Efficacy of Continuous Brachial Plexus Block for Intractable Cancer Pain in a Terminal Patient

Tatsuya Hashimoto1, Toshihiko Nakatani1,2*, Ichiro Sutou1 and Yoji Saito1

1Palliative Care Center, Shimane University Hospital, Japan

2Department of Palliative Care, Faculty of Medicine, Shimane University, Japan

*Corresponding Author:
Toshihiko Nakatani M.D, PhD
Department of Palliative Care, Faculty of Medicine, Shimane University
89-1, Enya-cho, Izumo city, 693-8501, Japan
Tel: +81-853-20-2237
Fax: +81-853-20-2347
E-mail: [email protected]

Received date: July 12, 2016; Accepted date: July 21, 2016; Published date: July 25, 2016

Citation: Hashimoto T, Nakatani T, Sutou I, Saito Y (2016) Efficacy of Continuous Brachial Plexus Block for Intractable Cancer Pain in a Terminal Patient. J Palliat Care Med 6:274. doi:10.4172/2165-7386.1000274

Copyright: © 2016 Hashimoto T, et al.
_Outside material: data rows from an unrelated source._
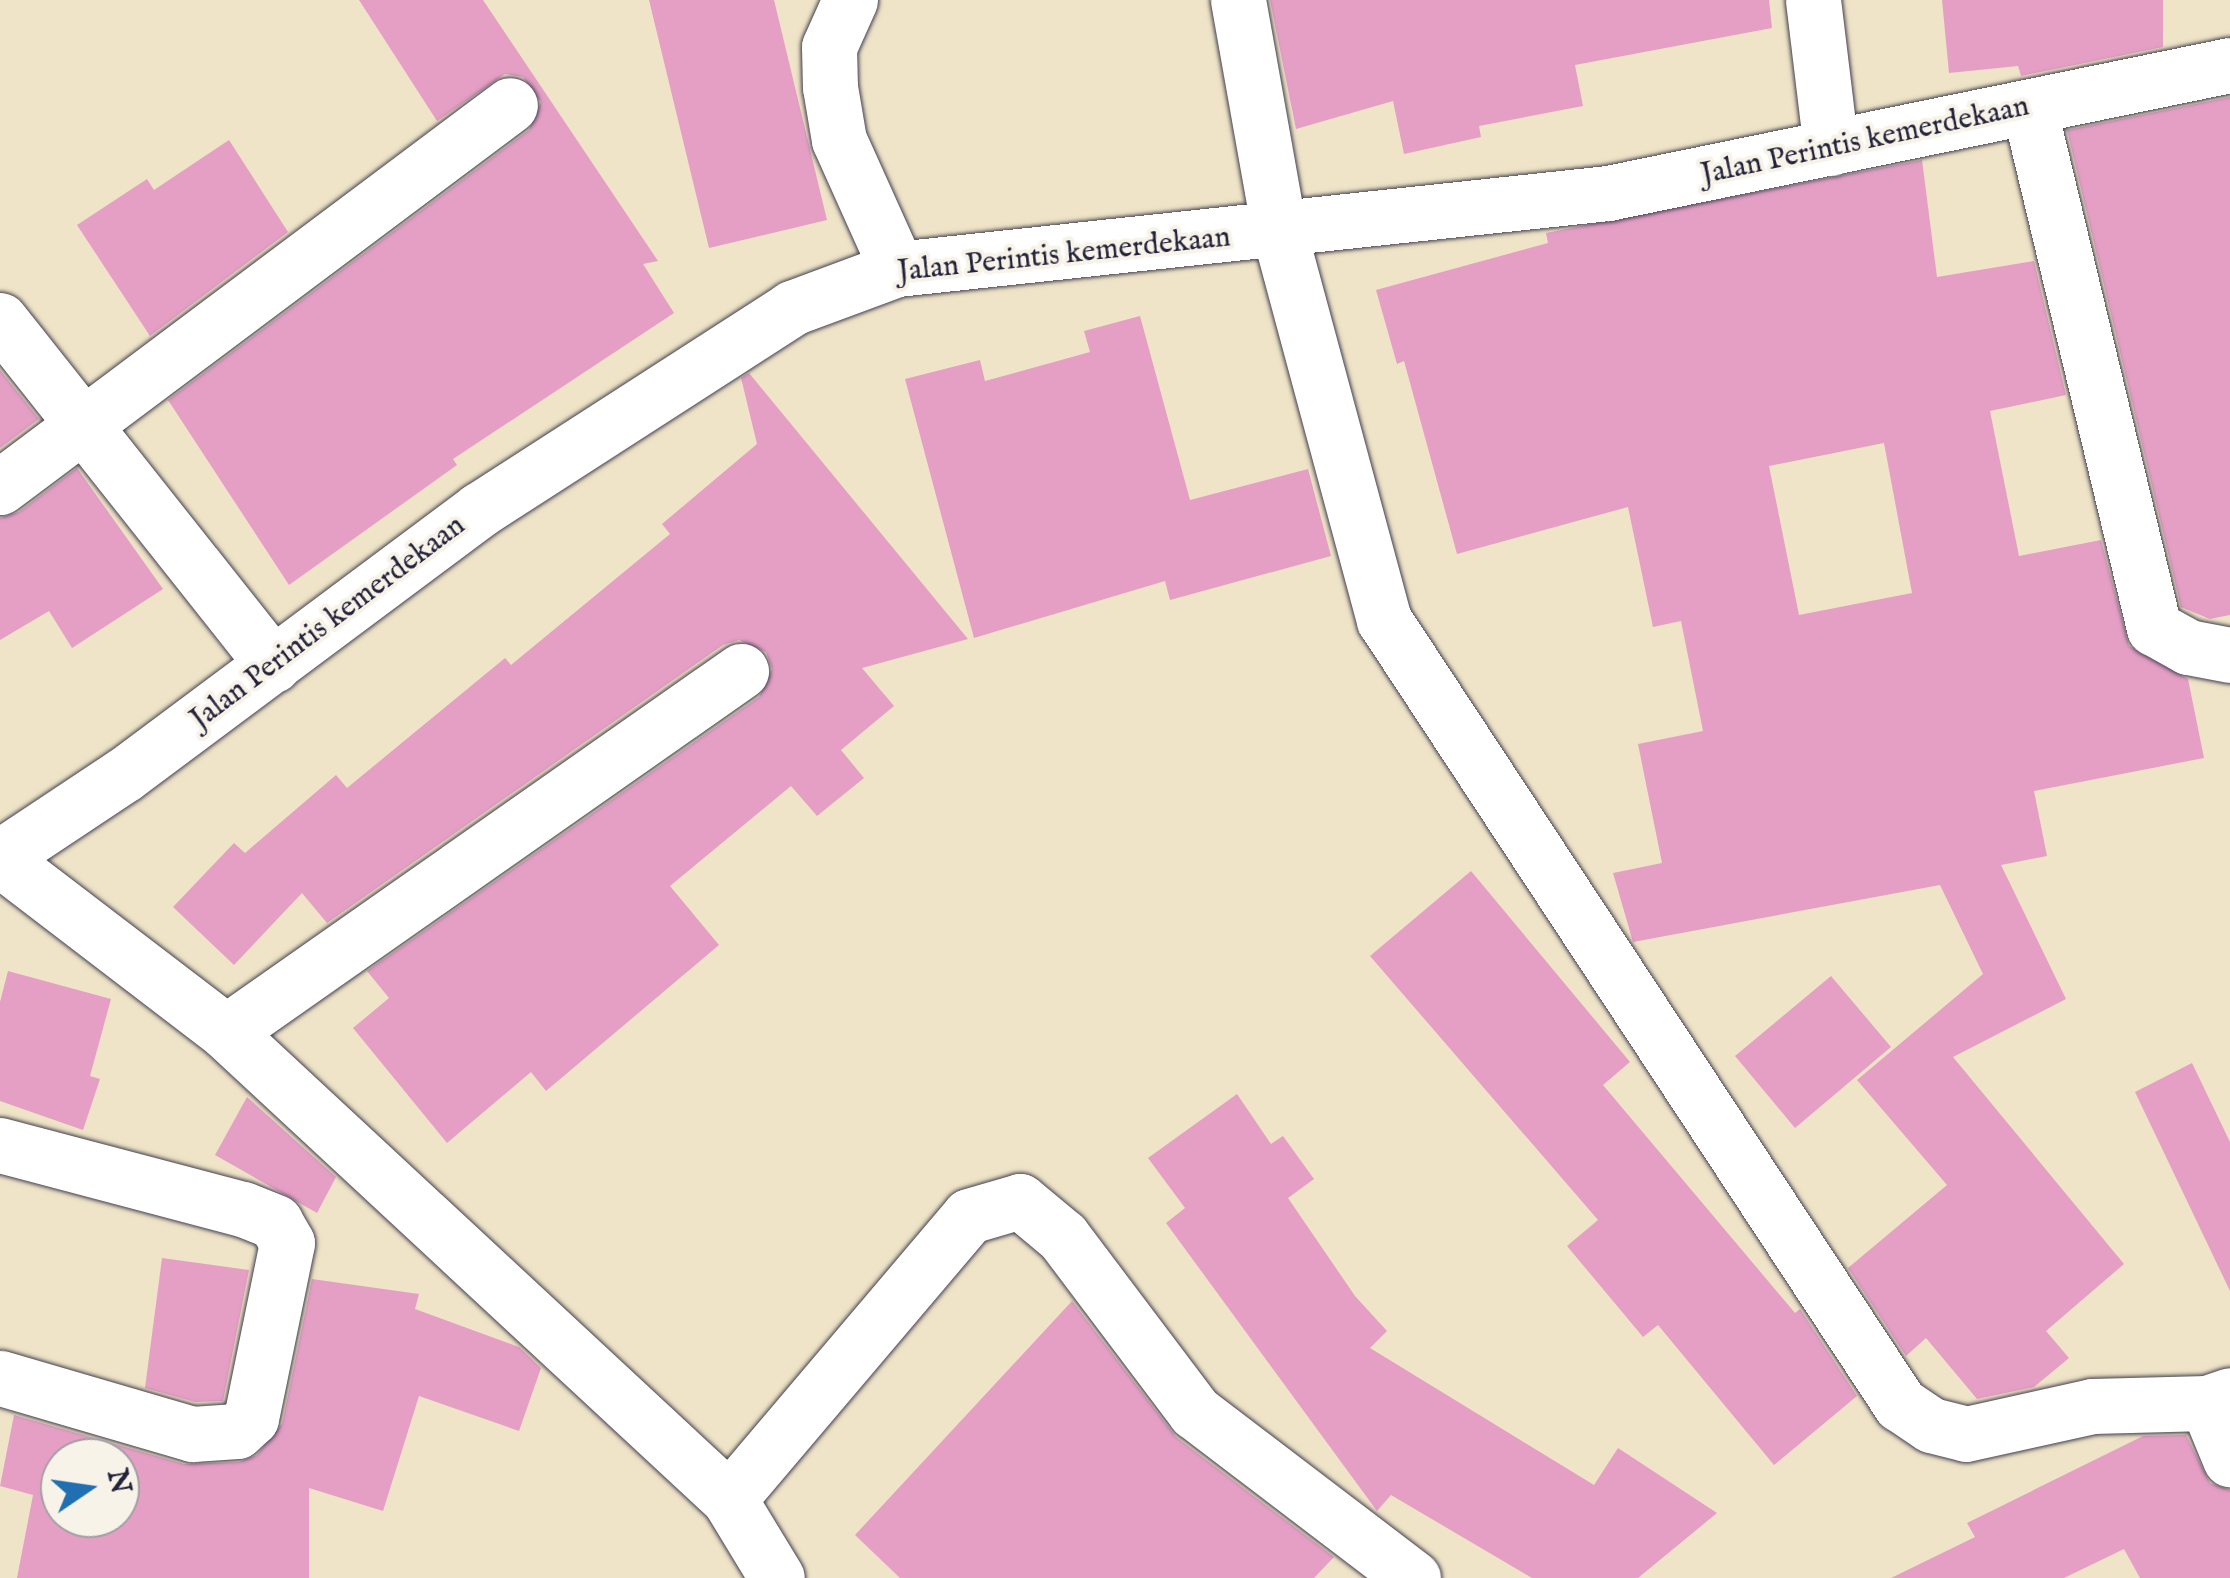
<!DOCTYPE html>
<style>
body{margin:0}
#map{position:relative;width:2230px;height:1578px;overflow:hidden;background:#efe4c7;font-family:"IM FELL English",serif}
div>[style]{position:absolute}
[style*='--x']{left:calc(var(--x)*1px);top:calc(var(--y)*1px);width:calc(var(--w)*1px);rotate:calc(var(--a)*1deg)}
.building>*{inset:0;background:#e59fc5}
.roads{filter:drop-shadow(0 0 2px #413f50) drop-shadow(0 0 2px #413f50)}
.minor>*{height:55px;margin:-27.5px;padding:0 27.5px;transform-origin:27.5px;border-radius:27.5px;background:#fff}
.tertiary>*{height:55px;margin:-27.5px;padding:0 27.5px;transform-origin:27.5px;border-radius:27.5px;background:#fff}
span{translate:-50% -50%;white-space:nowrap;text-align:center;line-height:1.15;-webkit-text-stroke:8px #f7f3e8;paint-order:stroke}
.street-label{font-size:30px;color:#22223b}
.north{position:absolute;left:40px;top:1438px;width:100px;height:100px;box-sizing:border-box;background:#f7f3e8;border:2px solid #a29fa3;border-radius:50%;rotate:77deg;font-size:28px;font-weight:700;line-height:40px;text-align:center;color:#22223b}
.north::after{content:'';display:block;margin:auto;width:35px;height:45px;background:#1f6fb2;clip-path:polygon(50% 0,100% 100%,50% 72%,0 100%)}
</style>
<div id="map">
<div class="building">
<div style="clip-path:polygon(359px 0,483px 0,658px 261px,643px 264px,674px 313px,453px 459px,457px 465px,289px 585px,168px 400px,529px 130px,541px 102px,523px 77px,505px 74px,437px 121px)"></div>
<div style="clip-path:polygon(649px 0,774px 0,827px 220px,709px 248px)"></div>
<div style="clip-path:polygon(1270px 0,1769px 0,1772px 28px,1575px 65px,1583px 106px,1479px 126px,1481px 137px,1404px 154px,1393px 101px,1296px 129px)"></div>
<div style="clip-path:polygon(1942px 0,2163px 0,2163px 47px,2021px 76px,2018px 66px,1949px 73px)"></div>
<div style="clip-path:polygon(2230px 97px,2230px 615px,2210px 619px,2181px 607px,2067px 130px)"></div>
<div style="clip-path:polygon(229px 140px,288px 232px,150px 336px,77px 225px,147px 179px,154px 190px)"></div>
<div style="clip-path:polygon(evenodd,1922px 160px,1937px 277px,2034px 261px,2066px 395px,1990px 411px,2019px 556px,2101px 540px,2129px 646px,2188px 679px,2204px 758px,2034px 791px,2047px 856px,2001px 865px,2066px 999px,1953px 1057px,2124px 1264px,2046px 1331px,2069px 1358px,2034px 1387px,1977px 1399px,1926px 1338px,1906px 1356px,1848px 1268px,1947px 1185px,1857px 1080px,1983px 974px,1940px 885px,1633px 942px,1613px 873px,1662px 863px,1638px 744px,1703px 731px,1681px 621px,1653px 627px,1628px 507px,1457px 554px,1404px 361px,1397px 364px,1376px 290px,1548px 243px,1546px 233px,1922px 160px,1884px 443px,1912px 593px,1799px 615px,1769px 466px,1884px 443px)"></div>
<div style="clip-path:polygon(1140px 316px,1190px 500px,1308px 469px,1331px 556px,1170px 600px,1165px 581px,974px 638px,905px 379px,980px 360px,985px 381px,1090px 352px,1084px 331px)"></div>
<div style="clip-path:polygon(0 370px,39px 419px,0 448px)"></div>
<div style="clip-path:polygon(749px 373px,968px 639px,862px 668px,894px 706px,841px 750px,864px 778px,817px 816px,791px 786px,670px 886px,719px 945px,546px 1091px,531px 1072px,447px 1143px,353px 1028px,389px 998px,367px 971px,759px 697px,772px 669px,766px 652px,739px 640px,723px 645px,327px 923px,302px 893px,234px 965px,173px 907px,234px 843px,245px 853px,336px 775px,347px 788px,505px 658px,511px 665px,670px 534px,662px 524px,757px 444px,741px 378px)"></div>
<div style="clip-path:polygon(77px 468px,163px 589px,72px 648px,49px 611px,0 640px,0 518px,19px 512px)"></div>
<div style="clip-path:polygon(1471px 871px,1630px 1062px,1603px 1085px,1795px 1313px,1800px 1309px,1857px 1396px,1774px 1465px,1658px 1325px,1643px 1337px,1567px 1246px,1598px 1220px,1370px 956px)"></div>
<div style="clip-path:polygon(8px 971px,111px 999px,90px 1076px,100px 1079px,83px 1130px,0 1101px,0 1002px)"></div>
<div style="clip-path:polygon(1831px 976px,1891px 1047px,1795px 1128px,1735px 1056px)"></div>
<div style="clip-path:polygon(2192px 1063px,2230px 1142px,2230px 1291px,2135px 1092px)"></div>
<div style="clip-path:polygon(1237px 1094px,1271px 1144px,1283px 1136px,1314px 1179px,1288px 1198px,1355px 1296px,1387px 1331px,1370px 1348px,1594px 1485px,1618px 1448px,1717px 1513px,1638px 1578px,1532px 1578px,1391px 1495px,1377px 1511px,1166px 1223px,1185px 1208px,1148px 1158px)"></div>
<div style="clip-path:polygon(247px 1097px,336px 1177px,317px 1213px,215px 1155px)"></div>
<div style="clip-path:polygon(162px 1258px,249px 1270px,223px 1401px,195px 1402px,145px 1388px)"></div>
<div style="clip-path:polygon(evenodd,312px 1279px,419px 1294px,415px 1309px,519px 1347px,541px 1368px,519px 1431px,419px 1396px,383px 1511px,309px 1488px,309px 1578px,17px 1578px,33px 1495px,0 1486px,14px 1415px,184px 1464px,239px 1462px,257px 1455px,282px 1424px,312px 1279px,60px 1458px,120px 1458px,120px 1518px,60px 1518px,60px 1458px)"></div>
<div style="clip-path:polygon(1072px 1301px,1176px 1437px,1334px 1557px,1314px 1578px,900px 1578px,855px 1535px)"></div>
<div style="clip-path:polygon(2186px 1435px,2210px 1483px,2230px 1490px,2230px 1578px,2140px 1578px,2124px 1549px,2064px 1578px,1891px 1578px,1975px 1537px,1967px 1523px,2143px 1436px)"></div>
</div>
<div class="roads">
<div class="minor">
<div style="--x:850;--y:0;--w:51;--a:114.1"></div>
<div style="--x:829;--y:47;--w:40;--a:88.6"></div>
<div style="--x:830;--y:87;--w:54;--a:80.4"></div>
<div style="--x:839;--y:140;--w:141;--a:65.8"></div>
<div style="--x:1238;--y:0;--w:235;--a:79.9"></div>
<div style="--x:1279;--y:231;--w:403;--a:74.9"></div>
<div style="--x:1384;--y:620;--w:939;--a:56.65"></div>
<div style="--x:1900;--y:1404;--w:37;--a:34"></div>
<div style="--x:1931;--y:1425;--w:36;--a:14"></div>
<div style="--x:1966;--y:1434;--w:129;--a:-12.5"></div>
<div style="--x:2092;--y:1406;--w:115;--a:-1.5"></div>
<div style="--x:2207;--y:1403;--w:24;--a:-19"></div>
<div style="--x:1813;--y:0;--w:149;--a:83.1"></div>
<div style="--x:2029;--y:107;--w:536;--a:76.51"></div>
<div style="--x:2154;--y:628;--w:39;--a:29"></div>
<div style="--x:2188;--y:647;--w:43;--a:10.8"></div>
<div style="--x:0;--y:320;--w:440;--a:51.6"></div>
<div style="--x:0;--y:487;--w:637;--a:-36.83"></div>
<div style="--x:0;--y:859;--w:285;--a:37.4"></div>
<div style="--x:226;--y:1032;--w:686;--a:42.87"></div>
<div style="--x:729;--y:1499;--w:92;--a:58.7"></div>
<div style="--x:226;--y:1032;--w:629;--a:-35.03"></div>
<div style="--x:0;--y:1145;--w:251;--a:14.8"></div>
<div style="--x:243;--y:1209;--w:35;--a:22"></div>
<div style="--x:275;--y:1222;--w:24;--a:60"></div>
<div style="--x:287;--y:1243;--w:179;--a:101.6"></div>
<div style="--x:251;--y:1418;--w:19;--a:137"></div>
<div style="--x:237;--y:1431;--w:45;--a:176.2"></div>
<div style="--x:192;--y:1434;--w:200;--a:-163.7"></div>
<div style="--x:2207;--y:1403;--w:61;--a:67.7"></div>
<div style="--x:729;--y:1499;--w:371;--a:-49.7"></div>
<div style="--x:969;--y:1216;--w:53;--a:-16.4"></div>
<div style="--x:1020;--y:1201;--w:56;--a:39.9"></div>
<div style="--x:1063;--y:1237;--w:219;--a:53"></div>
<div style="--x:1195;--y:1412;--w:274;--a:37.3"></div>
</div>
<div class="tertiary">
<div style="--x:0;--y:857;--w:150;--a:-33.6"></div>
<div style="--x:125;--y:774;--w:442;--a:-36.7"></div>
<div style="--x:479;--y:510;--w:373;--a:-32.8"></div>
<div style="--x:792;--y:308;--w:112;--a:-20.4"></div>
<div style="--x:897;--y:269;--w:715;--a:-6.1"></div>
<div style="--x:1608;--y:193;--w:635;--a:-11.63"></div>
</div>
</div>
<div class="street-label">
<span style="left:1865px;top:141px;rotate:-12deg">Jalan Perintis kemerdekaan</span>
<span style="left:1064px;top:255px;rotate:-6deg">Jalan Perintis kemerdekaan</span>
<span style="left:328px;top:623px;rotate:-37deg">Jalan Perintis kemerdekaan</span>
</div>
<div class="north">N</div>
</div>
This is an open-access article distributed under the terms of the Creative Commons Attribution License, which permits unrestricted use, distribution, and reproduction in any medium, provided the original author and source are credited.

Abstract

We report a case of terminal cancer in which continuous peripheral nerve block provided effective relief for cancer-related pain that was difficult to control with pharmacotherapy. A 70-year-old woman with thyroid cancer, paraplegia due to multiple bone metastases, and cauliflower-like proliferation of skin metastasis on the left upper arm was receiving inpatient palliative care. Intractable pain during treatment of the tumor and when changing body position due to metastatic tumor and pathological fracture of the left humerus was difficult to control with pharmacotherapy. Continuous interscalene brachial plexus block was therefore performed, resulting in effective pain relief over the subsequent 38 days before death. Ultrasound-guided continuous peripheral nerve block can be performed at the bedside in patients in poor general condition who cannot tolerate neuraxial block, and should be considered in cases of terminal cancer patient suffering from intractable pain despite pharmacotherapy.